I didn't think humans had a Jacobsen's vomeronasal organ. It would be interesting if it turns out we do. I remember a few years ago they located a muscle in the face that had defied being noticed through 300 years of autopsies. Surprises are everywhere.

Ken Chiacchia said...

Actually there's evidence we have a vomeronasal sense without necessarily having a vomeronasal organ. You're right, very few anatomists can find such a structure -- though some claim to have found what may be a vestigial one -- and we completely lack the electrical wiring.

But in fact the distinction beteen the vomeronasal and olfactory senses isn't clear-cut -- species with VNOs tend to have olfactory-like receptors in those organs, and they tend to have vomeronasal-like receptors in their olfactory epithelia. While humans have no VNO, we do have proteins that look suspiciously like pheromone receptors in our noses.

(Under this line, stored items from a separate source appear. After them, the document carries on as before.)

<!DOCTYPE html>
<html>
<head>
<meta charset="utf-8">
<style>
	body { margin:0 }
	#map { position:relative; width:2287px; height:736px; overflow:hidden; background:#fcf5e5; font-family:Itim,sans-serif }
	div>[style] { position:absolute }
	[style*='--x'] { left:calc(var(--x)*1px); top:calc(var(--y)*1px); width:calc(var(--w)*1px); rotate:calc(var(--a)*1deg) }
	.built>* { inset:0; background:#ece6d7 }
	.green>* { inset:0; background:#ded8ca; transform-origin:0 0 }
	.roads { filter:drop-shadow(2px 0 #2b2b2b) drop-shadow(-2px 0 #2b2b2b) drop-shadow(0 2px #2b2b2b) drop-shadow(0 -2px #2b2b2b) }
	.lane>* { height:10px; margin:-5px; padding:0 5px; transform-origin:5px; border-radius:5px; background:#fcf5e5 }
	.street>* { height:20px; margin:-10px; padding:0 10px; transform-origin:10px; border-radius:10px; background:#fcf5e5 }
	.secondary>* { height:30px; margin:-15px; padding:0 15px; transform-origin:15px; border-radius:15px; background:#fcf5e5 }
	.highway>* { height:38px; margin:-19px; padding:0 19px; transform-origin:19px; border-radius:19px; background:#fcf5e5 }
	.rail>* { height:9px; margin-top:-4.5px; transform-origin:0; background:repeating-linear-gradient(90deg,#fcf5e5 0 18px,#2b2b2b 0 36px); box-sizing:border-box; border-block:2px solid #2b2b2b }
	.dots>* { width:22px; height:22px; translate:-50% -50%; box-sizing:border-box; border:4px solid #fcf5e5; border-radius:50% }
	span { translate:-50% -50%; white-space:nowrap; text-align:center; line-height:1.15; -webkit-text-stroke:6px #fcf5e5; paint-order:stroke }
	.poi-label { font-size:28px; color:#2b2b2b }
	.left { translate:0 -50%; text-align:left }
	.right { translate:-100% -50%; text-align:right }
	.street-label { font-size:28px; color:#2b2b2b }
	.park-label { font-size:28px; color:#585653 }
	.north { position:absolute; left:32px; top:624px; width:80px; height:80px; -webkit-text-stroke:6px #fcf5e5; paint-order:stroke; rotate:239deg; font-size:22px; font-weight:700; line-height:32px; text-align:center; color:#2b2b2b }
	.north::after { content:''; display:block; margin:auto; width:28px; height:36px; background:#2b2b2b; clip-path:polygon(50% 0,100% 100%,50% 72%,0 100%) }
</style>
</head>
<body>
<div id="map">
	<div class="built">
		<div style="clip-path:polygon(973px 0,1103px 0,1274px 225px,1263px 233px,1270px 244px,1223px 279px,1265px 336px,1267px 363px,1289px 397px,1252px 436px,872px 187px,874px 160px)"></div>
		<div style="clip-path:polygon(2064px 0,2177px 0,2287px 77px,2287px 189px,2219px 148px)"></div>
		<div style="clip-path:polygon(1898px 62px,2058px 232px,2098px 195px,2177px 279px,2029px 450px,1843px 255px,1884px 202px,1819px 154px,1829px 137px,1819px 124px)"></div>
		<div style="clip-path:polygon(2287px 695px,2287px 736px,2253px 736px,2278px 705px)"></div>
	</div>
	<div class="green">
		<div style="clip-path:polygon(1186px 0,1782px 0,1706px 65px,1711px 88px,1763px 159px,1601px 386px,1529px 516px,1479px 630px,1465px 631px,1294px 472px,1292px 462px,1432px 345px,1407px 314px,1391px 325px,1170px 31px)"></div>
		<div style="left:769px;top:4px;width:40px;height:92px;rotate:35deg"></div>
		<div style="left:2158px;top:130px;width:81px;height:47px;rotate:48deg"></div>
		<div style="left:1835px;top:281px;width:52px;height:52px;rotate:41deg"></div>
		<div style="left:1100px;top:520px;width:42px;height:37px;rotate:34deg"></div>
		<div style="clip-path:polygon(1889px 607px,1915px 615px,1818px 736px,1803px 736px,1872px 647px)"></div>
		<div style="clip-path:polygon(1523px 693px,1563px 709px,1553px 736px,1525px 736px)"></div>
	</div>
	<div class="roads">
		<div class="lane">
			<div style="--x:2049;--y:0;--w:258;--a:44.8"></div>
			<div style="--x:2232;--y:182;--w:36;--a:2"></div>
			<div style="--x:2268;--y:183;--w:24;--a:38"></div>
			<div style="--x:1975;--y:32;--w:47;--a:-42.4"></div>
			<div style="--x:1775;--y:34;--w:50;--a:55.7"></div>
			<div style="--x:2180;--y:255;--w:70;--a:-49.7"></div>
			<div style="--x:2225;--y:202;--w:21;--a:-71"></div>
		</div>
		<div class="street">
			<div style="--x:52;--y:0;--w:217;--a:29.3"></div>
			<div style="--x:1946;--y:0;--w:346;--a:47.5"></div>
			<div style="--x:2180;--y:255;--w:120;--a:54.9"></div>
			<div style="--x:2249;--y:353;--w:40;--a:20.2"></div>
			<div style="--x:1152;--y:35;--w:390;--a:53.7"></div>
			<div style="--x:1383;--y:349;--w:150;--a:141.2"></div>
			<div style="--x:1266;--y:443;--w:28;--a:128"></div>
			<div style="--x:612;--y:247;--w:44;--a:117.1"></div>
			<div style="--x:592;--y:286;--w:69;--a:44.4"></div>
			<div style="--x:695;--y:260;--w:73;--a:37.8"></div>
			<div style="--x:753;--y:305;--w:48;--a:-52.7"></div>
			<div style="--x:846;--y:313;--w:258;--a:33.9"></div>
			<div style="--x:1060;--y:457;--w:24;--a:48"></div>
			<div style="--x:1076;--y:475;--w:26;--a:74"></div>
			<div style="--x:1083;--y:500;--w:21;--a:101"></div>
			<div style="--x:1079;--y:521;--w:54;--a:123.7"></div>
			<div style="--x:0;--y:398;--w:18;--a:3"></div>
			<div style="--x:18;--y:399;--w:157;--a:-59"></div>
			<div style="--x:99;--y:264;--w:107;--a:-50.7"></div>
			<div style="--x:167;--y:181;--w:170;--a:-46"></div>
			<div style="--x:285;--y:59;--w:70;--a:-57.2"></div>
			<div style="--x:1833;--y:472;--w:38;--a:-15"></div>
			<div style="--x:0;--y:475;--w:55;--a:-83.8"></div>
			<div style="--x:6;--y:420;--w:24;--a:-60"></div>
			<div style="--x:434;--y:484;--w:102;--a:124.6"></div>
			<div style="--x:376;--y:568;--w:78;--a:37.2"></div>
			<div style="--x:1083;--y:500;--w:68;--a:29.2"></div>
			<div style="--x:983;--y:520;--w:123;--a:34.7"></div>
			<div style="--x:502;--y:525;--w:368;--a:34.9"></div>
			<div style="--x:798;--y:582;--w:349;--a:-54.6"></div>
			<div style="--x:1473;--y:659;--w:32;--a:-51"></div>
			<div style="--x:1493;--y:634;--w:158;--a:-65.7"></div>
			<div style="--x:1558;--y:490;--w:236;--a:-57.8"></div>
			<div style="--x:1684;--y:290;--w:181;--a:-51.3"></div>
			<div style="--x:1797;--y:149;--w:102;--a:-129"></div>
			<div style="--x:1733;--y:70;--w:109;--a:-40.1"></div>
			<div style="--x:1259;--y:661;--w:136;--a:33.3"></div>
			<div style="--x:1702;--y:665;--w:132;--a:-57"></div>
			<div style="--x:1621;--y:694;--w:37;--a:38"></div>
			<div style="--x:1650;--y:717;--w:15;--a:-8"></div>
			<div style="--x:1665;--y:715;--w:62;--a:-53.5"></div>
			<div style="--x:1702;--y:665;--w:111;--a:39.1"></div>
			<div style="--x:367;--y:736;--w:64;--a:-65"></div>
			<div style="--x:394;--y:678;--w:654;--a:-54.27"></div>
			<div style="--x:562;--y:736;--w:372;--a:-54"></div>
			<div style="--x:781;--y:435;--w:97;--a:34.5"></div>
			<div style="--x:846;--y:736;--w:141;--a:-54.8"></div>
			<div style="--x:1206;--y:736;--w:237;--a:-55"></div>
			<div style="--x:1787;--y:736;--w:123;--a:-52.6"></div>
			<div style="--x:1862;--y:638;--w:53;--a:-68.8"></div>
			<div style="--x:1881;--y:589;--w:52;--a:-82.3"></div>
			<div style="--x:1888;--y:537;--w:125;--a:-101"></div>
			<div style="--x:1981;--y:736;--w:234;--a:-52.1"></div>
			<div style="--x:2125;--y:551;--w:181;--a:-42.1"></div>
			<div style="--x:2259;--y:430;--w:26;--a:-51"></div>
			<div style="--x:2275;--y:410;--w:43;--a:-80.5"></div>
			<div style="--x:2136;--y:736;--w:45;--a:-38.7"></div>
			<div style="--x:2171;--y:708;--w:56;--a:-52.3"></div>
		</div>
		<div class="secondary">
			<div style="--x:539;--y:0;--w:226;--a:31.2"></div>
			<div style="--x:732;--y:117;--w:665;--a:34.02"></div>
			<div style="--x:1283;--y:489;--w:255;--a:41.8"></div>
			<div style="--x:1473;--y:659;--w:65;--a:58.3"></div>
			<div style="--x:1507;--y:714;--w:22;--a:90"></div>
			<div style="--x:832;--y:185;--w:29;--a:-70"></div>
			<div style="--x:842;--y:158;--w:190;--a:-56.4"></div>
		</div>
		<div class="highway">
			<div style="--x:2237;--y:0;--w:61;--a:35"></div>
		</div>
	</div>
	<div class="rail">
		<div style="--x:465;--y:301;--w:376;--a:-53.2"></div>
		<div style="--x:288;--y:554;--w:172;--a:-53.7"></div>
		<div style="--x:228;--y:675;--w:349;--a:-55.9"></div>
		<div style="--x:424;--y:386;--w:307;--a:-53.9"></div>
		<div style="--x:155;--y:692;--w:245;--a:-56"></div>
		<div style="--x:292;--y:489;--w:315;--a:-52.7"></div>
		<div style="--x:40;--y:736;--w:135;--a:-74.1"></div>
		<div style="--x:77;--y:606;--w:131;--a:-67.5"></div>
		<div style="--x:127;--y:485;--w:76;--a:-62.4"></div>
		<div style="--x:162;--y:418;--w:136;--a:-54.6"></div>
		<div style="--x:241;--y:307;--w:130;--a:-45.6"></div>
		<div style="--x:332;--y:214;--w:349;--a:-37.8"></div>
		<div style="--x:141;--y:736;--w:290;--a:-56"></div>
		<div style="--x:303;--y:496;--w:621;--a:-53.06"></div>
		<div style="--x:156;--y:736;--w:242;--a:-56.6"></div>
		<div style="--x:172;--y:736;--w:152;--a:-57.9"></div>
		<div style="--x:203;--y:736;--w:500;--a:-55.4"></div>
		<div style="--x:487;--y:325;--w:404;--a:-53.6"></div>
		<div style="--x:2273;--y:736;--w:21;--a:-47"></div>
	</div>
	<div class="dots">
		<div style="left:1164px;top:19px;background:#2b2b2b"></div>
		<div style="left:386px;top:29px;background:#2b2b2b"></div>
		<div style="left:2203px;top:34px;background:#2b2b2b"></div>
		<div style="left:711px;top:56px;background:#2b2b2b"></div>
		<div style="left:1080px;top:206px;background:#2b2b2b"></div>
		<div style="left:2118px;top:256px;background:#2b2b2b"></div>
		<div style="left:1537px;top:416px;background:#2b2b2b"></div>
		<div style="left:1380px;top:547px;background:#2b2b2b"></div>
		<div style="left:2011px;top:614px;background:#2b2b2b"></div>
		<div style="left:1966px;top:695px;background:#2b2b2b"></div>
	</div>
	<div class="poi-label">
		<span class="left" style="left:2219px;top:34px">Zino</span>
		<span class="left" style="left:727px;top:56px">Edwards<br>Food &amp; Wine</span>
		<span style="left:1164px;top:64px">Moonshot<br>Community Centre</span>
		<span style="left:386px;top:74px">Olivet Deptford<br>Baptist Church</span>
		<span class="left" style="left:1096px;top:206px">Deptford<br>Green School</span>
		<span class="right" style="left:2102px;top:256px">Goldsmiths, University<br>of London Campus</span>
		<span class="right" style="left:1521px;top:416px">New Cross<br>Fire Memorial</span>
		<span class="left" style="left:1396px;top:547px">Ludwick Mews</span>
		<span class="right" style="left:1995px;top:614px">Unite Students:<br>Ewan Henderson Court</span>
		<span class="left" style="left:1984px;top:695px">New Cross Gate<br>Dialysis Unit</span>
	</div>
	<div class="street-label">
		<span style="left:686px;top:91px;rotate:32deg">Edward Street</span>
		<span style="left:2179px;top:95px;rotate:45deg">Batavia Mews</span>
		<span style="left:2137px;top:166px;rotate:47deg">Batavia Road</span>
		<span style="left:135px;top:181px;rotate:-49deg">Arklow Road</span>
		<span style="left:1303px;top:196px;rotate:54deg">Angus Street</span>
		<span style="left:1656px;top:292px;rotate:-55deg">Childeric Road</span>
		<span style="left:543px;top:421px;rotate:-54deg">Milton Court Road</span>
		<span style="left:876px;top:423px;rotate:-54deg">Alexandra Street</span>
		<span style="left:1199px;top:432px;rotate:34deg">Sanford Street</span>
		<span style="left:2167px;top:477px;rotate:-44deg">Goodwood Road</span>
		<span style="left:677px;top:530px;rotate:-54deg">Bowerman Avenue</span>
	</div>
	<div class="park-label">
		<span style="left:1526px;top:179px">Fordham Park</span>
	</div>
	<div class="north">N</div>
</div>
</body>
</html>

So it's a stay-tuned on that, but I think there's reason to believe we do have this sense.

Anonymous said...

So is that hypersensitivity a 'comes and goes' kind of thing? I ask because every now and then I either begin to hallucinate or become hypersensitive. On a hike with the dogs one day this summer there were several times that I smelled things along the empty trail that just amazed me. Leather, horse sweat, human sweat, cigarette smoke - and a ham sandwich (Audie seemed to pick that one up too and sniffed around the area possibly looking for dropped bits). I didn't see anyone else on the trail and I could see back down to both trails and trailheads from the hilltop observation post we hiked to - so there was a bit of age to these scents.

Ken Chiacchia said...

smartdogs:

The hypersensitivity that they're talkning about comes and goes on a timescale much longer than you're talking about. What you may be experiencing is a consequence of the fact that turbulence doesn't simply dilute scent, it breaks it up into long, thin filaments of surprising intensity.

Because of this, the smell of relatively distant objects can hit us with amazing power, then just as quickly vanish. One of the challenges of using search dogs in high-convective conditions (think low wind, high sun, no clouds) is deciding how to follow up when the dog clearly gets the scent and then seems to lose it. That scent source may be much farther away -- and so much harder to localize -- than we think!